Vargas’s latest Artpace exhibition, Shopping for Bargains/My Mother Taught Me to Shop, reveals the ever-growing cost consumer culture has placed on its workers and how this practice often rewards unethical capitalistic tendencies, all in the name of fashion. Vargas sheds light on the underpaid workers in fast fashion sweatshops and factories often located in “so-called third world countries.” Their presence remains hidden from public view, yet their work can be seen all around us with little to no acknowledgment. By focusing her lens on the cost of indulging in fast fashion and consumer culture, Vargas draws inspiration from her childhood, sewing up her damaged clothes while listening to her mother’s teachings to “shop carefully.” She reflects on how much has changed since her youth and how the normalization of credit cards and overindulging has created a society that rewards the privileged few while harming the unseen working class. Vargas’s photos represent her realization that “my clothes have two prices: the cost to me when I purchase the garment, and the cost to workers, making my garment. I was ready to pay. They shouldn’t have to.”

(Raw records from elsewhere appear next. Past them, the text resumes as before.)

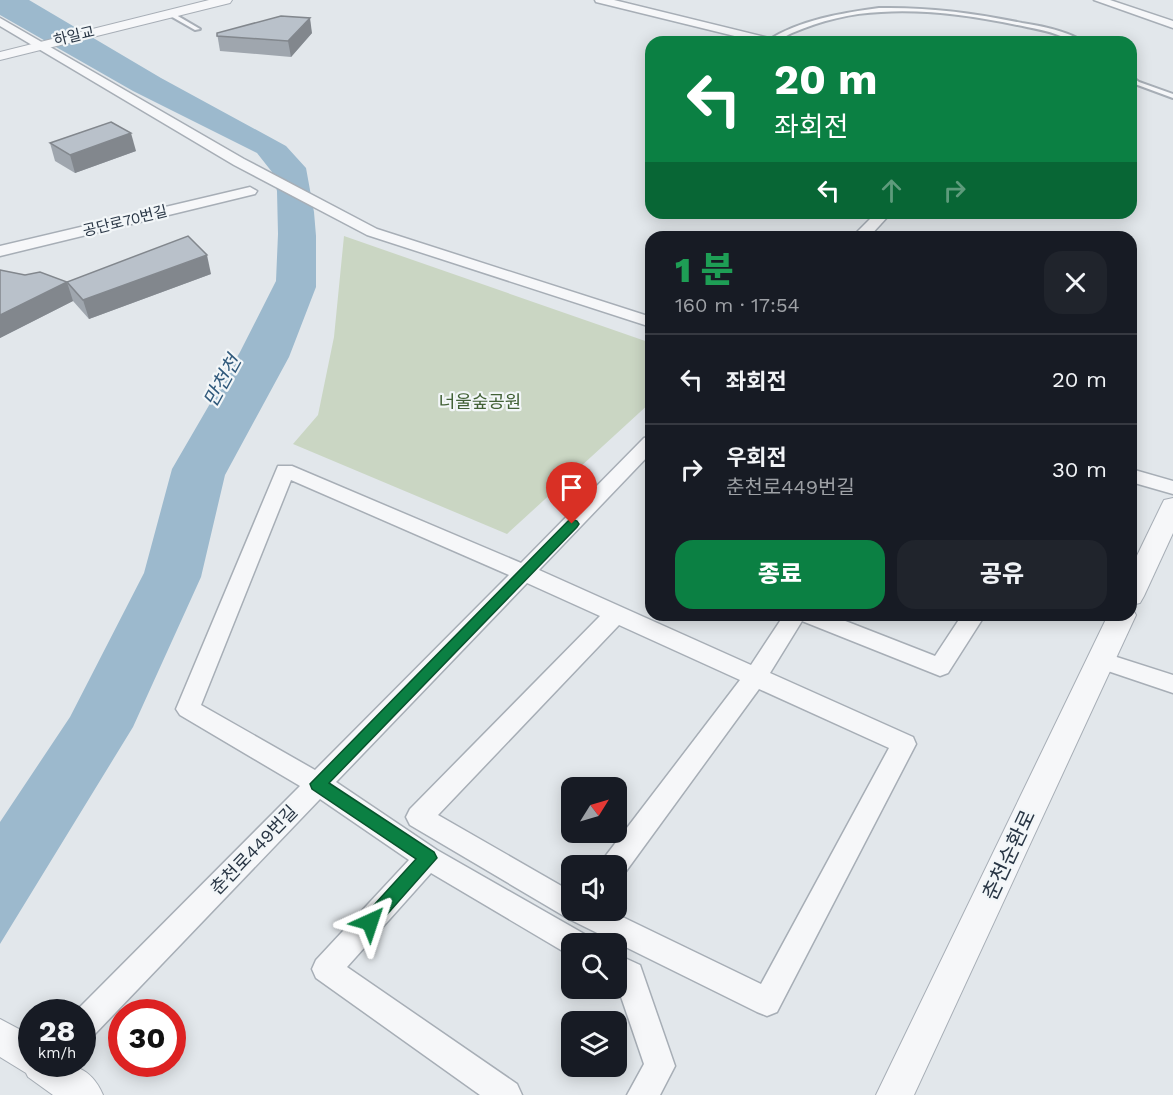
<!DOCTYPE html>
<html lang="ko">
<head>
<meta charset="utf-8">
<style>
  :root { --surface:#171b24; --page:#20242c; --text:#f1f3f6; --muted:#9ea1a6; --line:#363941; --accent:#0b8043 }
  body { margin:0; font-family:"Work Sans","Noto Sans KR",sans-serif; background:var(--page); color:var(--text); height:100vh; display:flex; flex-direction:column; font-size:22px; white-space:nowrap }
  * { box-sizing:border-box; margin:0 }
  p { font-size:20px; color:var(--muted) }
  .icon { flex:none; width:33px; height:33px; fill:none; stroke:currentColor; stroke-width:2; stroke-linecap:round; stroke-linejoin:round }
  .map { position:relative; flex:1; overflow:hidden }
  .details { position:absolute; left:645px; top:231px; width:492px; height:390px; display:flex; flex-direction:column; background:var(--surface); border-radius:18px; box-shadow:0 3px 15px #0003 }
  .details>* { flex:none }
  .top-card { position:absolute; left:645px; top:36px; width:492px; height:183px; border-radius:18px; box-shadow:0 3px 15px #0003; background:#0b8043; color:#fff; overflow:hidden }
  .needle { width:39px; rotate:53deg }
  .tools { position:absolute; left:561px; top:777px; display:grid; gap:12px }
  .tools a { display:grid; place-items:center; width:66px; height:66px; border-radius:12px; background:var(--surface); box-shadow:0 3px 15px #0003; font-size:30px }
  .speed { position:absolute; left:18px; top:999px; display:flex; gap:12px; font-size:30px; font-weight:700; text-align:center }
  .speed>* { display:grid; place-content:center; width:78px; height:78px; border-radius:50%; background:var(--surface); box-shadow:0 3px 15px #0003; line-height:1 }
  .speed small { font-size:15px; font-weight:400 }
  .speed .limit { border:9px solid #d22; background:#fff; color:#111 }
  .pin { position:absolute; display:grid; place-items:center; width:51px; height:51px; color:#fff; margin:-62px -26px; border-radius:50% 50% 50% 0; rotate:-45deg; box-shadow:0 0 6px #0007 }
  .pin .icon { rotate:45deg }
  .me { position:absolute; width:66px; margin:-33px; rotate:42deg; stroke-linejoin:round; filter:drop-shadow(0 0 4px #0008) }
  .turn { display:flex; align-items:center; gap:21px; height:126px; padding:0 30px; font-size:27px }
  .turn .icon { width:78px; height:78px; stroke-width:2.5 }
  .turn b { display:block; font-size:42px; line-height:51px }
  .lanes { display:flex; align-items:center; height:57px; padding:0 30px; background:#0003; justify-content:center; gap:30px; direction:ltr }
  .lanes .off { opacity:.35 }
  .round { display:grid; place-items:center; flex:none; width:63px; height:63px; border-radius:18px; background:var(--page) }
  .overview { display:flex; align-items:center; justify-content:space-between; height:102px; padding:0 30px }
  h1 { font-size:36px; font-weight:800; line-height:45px; color:#1e9e55 }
  .action { display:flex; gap:12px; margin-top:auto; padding:12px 30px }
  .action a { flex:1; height:69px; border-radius:18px; background:var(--accent); color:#fff; font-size:24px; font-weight:800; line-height:69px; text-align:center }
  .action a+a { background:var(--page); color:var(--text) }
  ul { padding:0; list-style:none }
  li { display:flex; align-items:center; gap:18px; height:90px; padding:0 30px; border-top:2px solid var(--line) }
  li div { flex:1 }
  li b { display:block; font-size:22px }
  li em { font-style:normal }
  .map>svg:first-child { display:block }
</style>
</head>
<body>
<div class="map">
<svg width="1173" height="1095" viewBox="0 0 1173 1095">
  <rect width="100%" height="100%" fill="#e2e7eb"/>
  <path fill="#cad6c3" d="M344 236 651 343V402L507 534 293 444 318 415 334 337Z"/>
  <path fill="#9cb9cd" d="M0 0H29L161 78 286 146 306 168 314 212 316 236V287L289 357 225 475 201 577 133 727 0 944V822L70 717 144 573 172 469 240 352 276 281 278 234 277 191 272 172 257 153 133 91 0 15Z"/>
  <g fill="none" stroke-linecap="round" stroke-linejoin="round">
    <g stroke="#a7aeb6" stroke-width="4">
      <g id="service">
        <path d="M879 8C928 7 975 13 1022 23 1042 26 1067 31 1084 42 1074 42 1067 38 1058 35 1048 31 1037 29 1027 27 979 17 930 9 881 12 851 13 820 21 792 33 784 37 775 43 767 41 799 20 842 13 879 8Z"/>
        <path d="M167 12H171L200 29 195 30 167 14Z"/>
        <path d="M1131 76 1139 82 1173 94V98L1135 84 1131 81Z"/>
      </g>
    </g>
    <g stroke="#a7aeb6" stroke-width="3">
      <g id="minor">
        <path d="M595 0H614L777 40 779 42H759L596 2Z"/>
        <path d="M1094 0H1110L1173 21V28Z"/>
        <path d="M0 18 244 159 377 229 651 317V327L367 235 234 165 0 26Z"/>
        <path d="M250 187 257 191 255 194 0 256V246Z"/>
        <path d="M876 213H891L869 237H852Z"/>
        <path d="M651 436V453L539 570 751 665 784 615H830L935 656 962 615H985L948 673 940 676 802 621 770 673 913 737 916 744 777 1012 767 1016 757 1012 569 919 410 825 406 817 410 809 600 616 527 583 336 782 437 850 586 935 590 944H572V955L566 953 431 873 347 967 517 1084 522 1095H480L316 978 312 969 316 960 409 860 320 799 93 1036 82 1040V1012H75L300 786 180 715 176 709 278 466H292L521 563 644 438ZM291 480 509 575 315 770 201 705ZM619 625 740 680 604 858 601 866H616V877L624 874 759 689 889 748 761 984 608 910H572V892L438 815Z"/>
        <path d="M1131 469 1173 481V494L1131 482Z"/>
        <path d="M1101 652 1173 675V693L1093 666 1089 660 1093 654Z"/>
        <path d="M616 954 640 965 675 1066 660 1095H627L644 1064 616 982Z"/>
      </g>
    </g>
    <g stroke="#a7aeb6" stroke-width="2">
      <g id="tertiary">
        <path d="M209 0H232L230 3 0 60V52Z"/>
        <path d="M1173 498V533L1144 596 1140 603 1131 605V568L1161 506 1164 500Z"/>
        <path d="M1132 608 1136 615 914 1095H876L1108 615H1131Z"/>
        <path d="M0 1019 32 1036V1064C63 1064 88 1060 103 1095H53L28 1077 26 1073 0 1057Z"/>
      </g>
    </g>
    <use href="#service" fill="#f6f7f9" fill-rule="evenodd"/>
    <use href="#minor" fill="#f6f7f9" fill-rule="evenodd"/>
    <use href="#tertiary" fill="#f6f7f9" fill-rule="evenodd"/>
  </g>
  <g fill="#9fa6ae">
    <path d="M217 33H312L291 57 220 51Z"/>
    <path d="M50 143 136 151 75 173 55 161Z"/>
    <path d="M0 270 25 275 67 282 211 274 89 319 73 301 0 338Z"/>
  </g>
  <g fill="#82878d">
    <path d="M310 18 312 33 291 57 288 41Z"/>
    <path d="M131 133 136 151 75 173 70 155Z"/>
    <path d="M207 255 211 274 89 319 83 300Z"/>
    <path d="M67 282 73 301 0 338V315Z"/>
  </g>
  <g fill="#b9c1ca" stroke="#82878d" stroke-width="1.5">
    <path d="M281 16 310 18 288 41 217 36V33Z"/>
    <path d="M111 122 131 133 70 155 50 143Z"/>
    <path d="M188 236 207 255 83 300 67 282Z"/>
    <path d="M0 270 25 275 40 272 67 282 0 315Z"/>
  </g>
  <path fill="#0b8043" stroke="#07532c" stroke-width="1.5" d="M572 519 577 521 579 524 577 527 329 783 434 852 437 858 376 927 370 930 364 927 361 922 364 916 416 859 312 789 310 784 568 521Z"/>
  <g text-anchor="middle" stroke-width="4.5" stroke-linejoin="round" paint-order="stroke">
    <g font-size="15" fill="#293645" stroke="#f2f6f8">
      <text transform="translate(74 36) rotate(-14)" y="5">하일교</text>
      <text transform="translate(125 221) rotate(-14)" y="5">공단로70번길</text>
    </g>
    <g font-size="18" fill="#426136" stroke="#f2f6f8">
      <text x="480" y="408">너울숲공원</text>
    </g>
    <g font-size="18" fill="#293645" stroke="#f2f6f8">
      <text transform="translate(254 850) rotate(-46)" y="6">춘천로449번길</text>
    </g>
    <g font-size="20" font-style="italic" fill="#30597b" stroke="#f2f6f8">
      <text transform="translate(222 381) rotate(-61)" y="7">만천천</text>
    </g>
    <g font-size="21" fill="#293645" stroke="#f2f6f8">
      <text transform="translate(1009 855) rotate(-65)" y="7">춘천순환로</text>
    </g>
  </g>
</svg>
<div class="tools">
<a><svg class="needle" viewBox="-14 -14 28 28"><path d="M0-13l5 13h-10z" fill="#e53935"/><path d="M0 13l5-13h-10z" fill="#9ea1a6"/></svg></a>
<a><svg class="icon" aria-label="sound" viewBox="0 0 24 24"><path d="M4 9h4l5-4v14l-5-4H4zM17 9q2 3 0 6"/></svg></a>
<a><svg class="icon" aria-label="search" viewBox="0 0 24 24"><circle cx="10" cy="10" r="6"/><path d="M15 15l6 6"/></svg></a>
<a><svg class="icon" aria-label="layers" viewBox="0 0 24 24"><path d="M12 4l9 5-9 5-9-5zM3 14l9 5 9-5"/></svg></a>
</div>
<div class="speed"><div>28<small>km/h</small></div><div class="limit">30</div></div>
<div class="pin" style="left:572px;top:524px;background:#d93025"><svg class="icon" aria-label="arrive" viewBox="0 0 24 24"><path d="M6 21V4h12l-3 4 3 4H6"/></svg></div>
<svg class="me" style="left:370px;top:922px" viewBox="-20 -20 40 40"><path d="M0-17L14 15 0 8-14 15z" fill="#0b8043" stroke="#fff" stroke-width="4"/></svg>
<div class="top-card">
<div class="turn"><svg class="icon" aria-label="left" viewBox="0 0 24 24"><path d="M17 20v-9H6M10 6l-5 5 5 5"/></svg><div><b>20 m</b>좌회전</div></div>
<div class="lanes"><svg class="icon" aria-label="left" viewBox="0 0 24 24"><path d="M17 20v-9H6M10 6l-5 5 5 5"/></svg><svg class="icon off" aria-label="ahead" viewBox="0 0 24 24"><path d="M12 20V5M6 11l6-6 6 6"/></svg><svg class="icon off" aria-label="right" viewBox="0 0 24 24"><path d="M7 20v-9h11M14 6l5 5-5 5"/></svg></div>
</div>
<section class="details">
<div class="overview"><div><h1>1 분</h1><p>160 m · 17:54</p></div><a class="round"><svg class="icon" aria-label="close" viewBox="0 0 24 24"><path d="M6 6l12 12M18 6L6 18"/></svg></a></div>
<ul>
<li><svg class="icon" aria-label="left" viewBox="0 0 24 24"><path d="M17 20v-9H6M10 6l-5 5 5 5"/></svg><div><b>좌회전</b></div><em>20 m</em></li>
<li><svg class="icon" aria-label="right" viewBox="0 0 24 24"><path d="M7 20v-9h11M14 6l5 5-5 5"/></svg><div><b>우회전</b><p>춘천로449번길</p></div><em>30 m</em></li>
</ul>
<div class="action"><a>종료</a><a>공유</a></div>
</section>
</div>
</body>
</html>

Born and raised in San Antonio in 1950, Kathy Vargas received her MFA degree from the University of Texas, San Antonio in 1984. She has had numerous one-person exhibitions at spaces including Sala Uno in Rome, Galeria Juan Martin in Mexico City, the Women’s Center at The University of Santa Barbara, and a retrospective in Erlangen, Germany. Vargas’ work was included in the seminal exhibit, Chicano Art: Resistance and Affirmation (CARA) organized by UCLA’s Wight Gallery, and Hospice: A Photographic Inquiry, organized by the Corcoran Gallery of Art.